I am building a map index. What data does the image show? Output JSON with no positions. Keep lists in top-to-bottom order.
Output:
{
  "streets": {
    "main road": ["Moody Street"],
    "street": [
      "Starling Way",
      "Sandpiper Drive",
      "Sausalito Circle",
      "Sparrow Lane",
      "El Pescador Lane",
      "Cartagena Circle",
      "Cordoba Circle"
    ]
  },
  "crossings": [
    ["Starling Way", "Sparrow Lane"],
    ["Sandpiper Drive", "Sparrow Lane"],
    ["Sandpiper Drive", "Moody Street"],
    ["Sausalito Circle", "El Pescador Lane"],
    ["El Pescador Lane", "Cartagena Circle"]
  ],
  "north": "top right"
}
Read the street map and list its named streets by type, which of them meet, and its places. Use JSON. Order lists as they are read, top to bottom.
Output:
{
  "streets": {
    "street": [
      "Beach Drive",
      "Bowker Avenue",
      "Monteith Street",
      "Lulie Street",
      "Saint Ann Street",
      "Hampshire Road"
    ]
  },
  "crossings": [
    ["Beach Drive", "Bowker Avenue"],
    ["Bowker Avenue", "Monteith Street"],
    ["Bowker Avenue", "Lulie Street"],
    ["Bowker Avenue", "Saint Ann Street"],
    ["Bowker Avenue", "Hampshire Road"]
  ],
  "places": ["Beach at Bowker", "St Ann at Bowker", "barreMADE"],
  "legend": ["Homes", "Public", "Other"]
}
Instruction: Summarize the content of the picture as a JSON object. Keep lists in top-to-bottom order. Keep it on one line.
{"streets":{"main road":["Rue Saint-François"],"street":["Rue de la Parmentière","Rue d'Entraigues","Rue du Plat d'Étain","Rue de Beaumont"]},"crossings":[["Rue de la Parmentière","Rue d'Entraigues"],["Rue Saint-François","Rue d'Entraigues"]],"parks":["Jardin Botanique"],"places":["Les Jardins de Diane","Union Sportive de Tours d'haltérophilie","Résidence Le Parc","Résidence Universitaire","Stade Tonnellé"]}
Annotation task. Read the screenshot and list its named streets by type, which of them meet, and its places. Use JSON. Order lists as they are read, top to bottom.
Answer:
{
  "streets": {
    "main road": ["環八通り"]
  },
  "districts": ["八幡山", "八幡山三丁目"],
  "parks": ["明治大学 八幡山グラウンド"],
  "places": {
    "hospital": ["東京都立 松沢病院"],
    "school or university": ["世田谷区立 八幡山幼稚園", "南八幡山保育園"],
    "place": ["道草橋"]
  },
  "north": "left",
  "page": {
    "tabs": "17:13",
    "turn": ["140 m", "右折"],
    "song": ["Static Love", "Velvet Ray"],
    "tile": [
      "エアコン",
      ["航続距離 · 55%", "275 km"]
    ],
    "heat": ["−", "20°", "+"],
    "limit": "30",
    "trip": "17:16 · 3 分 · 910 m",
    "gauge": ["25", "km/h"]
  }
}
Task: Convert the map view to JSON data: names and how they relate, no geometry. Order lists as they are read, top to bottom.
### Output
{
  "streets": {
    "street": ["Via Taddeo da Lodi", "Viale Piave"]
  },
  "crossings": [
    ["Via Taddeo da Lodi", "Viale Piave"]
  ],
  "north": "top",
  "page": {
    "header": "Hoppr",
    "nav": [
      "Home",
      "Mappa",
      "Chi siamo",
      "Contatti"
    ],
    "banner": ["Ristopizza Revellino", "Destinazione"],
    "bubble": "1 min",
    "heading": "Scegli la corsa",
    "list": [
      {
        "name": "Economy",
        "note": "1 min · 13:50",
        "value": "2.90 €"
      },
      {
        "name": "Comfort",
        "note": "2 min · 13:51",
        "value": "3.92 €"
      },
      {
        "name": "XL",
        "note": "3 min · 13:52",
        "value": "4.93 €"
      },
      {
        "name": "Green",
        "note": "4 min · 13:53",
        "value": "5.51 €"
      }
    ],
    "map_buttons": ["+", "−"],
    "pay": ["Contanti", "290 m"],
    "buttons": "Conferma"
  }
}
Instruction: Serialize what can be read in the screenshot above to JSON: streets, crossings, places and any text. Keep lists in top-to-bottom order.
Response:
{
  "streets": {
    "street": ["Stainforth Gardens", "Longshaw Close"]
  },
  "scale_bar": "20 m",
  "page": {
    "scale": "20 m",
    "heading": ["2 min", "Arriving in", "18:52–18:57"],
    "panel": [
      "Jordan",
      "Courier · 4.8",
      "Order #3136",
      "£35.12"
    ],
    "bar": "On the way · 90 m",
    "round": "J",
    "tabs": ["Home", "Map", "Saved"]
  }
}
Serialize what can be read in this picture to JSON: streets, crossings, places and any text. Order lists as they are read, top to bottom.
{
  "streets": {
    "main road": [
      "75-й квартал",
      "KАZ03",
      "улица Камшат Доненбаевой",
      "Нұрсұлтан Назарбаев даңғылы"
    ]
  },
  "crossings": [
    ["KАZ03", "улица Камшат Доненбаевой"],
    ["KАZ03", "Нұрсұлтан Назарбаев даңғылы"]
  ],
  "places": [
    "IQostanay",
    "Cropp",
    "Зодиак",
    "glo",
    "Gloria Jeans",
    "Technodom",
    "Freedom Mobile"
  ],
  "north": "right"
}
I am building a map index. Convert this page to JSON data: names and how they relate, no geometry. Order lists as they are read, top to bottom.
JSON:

#### Problem to solve
Repeat every record exactly, so that nothing is lost or altered.

#### Answer to the problem
I am building a map index. What data does the image show? Output JSON with no positions. Keep lists in top-to-bottom order.
Output:
{
  "streets": {
    "main road": ["Moody Street"],
    "street": [
      "Starling Way",
      "Sandpiper Drive",
      "Sausalito Circle",
      "Sparrow Lane",
      "El Pescador Lane",
      "Cartagena Circle",
      "Cordoba Circle"
    ]
  },
  "crossings": [
    ["Starling Way", "Sparrow Lane"],
    ["Sandpiper Drive", "Sparrow Lane"],
    ["Sandpiper Drive", "Moody Street"],
    ["Sausalito Circle", "El Pescador Lane"],
    ["El Pescador Lane", "Cartagena Circle"]
  ],
  "north": "top right"
}
Read the street map and list its named streets by type, which of them meet, and its places. Use JSON. Order lists as they are read, top to bottom.
Output:
{
  "streets": {
    "street": [
      "Beach Drive",
      "Bowker Avenue",
      "Monteith Street",
      "Lulie Street",
      "Saint Ann Street",
      "Hampshire Road"
    ]
  },
  "crossings": [
    ["Beach Drive", "Bowker Avenue"],
    ["Bowker Avenue", "Monteith Street"],
    ["Bowker Avenue", "Lulie Street"],
    ["Bowker Avenue", "Saint Ann Street"],
    ["Bowker Avenue", "Hampshire Road"]
  ],
  "places": ["Beach at Bowker", "St Ann at Bowker", "barreMADE"],
  "legend": ["Homes", "Public", "Other"]
}
Instruction: Summarize the content of the picture as a JSON object. Keep lists in top-to-bottom order. Keep it on one line.
{"streets":{"main road":["Rue Saint-François"],"street":["Rue de la Parmentière","Rue d'Entraigues","Rue du Plat d'Étain","Rue de Beaumont"]},"crossings":[["Rue de la Parmentière","Rue d'Entraigues"],["Rue Saint-François","Rue d'Entraigues"]],"parks":["Jardin Botanique"],"places":["Les Jardins de Diane","Union Sportive de Tours d'haltérophilie","Résidence Le Parc","Résidence Universitaire","Stade Tonnellé"]}
Annotation task. Read the screenshot and list its named streets by type, which of them meet, and its places. Use JSON. Order lists as they are read, top to bottom.
Answer:
{
  "streets": {
    "main road": ["環八通り"]
  },
  "districts": ["八幡山", "八幡山三丁目"],
  "parks": ["明治大学 八幡山グラウンド"],
  "places": {
    "hospital": ["東京都立 松沢病院"],
    "school or university": ["世田谷区立 八幡山幼稚園", "南八幡山保育園"],
    "place": ["道草橋"]
  },
  "north": "left",
  "page": {
    "tabs": "17:13",
    "turn": ["140 m", "右折"],
    "song": ["Static Love", "Velvet Ray"],
    "tile": [
      "エアコン",
      ["航続距離 · 55%", "275 km"]
    ],
    "heat": ["−", "20°", "+"],
    "limit": "30",
    "trip": "17:16 · 3 分 · 910 m",
    "gauge": ["25", "km/h"]
  }
}
Task: Convert the map view to JSON data: names and how they relate, no geometry. Order lists as they are read, top to bottom.
### Output
{
  "streets": {
    "street": ["Via Taddeo da Lodi", "Viale Piave"]
  },
  "crossings": [
    ["Via Taddeo da Lodi", "Viale Piave"]
  ],
  "north": "top",
  "page": {
    "header": "Hoppr",
    "nav": [
      "Home",
      "Mappa",
      "Chi siamo",
      "Contatti"
    ],
    "banner": ["Ristopizza Revellino", "Destinazione"],
    "bubble": "1 min",
    "heading": "Scegli la corsa",
    "list": [
      {
        "name": "Economy",
        "note": "1 min · 13:50",
        "value": "2.90 €"
      },
      {
        "name": "Comfort",
        "note": "2 min · 13:51",
        "value": "3.92 €"
      },
      {
        "name": "XL",
        "note": "3 min · 13:52",
        "value": "4.93 €"
      },
      {
        "name": "Green",
        "note": "4 min · 13:53",
        "value": "5.51 €"
      }
    ],
    "map_buttons": ["+", "−"],
    "pay": ["Contanti", "290 m"],
    "buttons": "Conferma"
  }
}
Instruction: Serialize what can be read in the screenshot above to JSON: streets, crossings, places and any text. Keep lists in top-to-bottom order.
Response:
{
  "streets": {
    "street": ["Stainforth Gardens", "Longshaw Close"]
  },
  "scale_bar": "20 m",
  "page": {
    "scale": "20 m",
    "heading": ["2 min", "Arriving in", "18:52–18:57"],
    "panel": [
      "Jordan",
      "Courier · 4.8",
      "Order #3136",
      "£35.12"
    ],
    "bar": "On the way · 90 m",
    "round": "J",
    "tabs": ["Home", "Map", "Saved"]
  }
}
Serialize what can be read in this picture to JSON: streets, crossings, places and any text. Order lists as they are read, top to bottom.
{
  "streets": {
    "main road": [
      "75-й квартал",
      "KАZ03",
      "улица Камшат Доненбаевой",
      "Нұрсұлтан Назарбаев даңғылы"
    ]
  },
  "crossings": [
    ["KАZ03", "улица Камшат Доненбаевой"],
    ["KАZ03", "Нұрсұлтан Назарбаев даңғылы"]
  ],
  "places": [
    "IQostanay",
    "Cropp",
    "Зодиак",
    "glo",
    "Gloria Jeans",
    "Technodom",
    "Freedom Mobile"
  ],
  "north": "right"
}
I am building a map index. Convert this page to JSON data: names and how they relate, no geometry. Order lists as they are read, top to bottom.
JSON:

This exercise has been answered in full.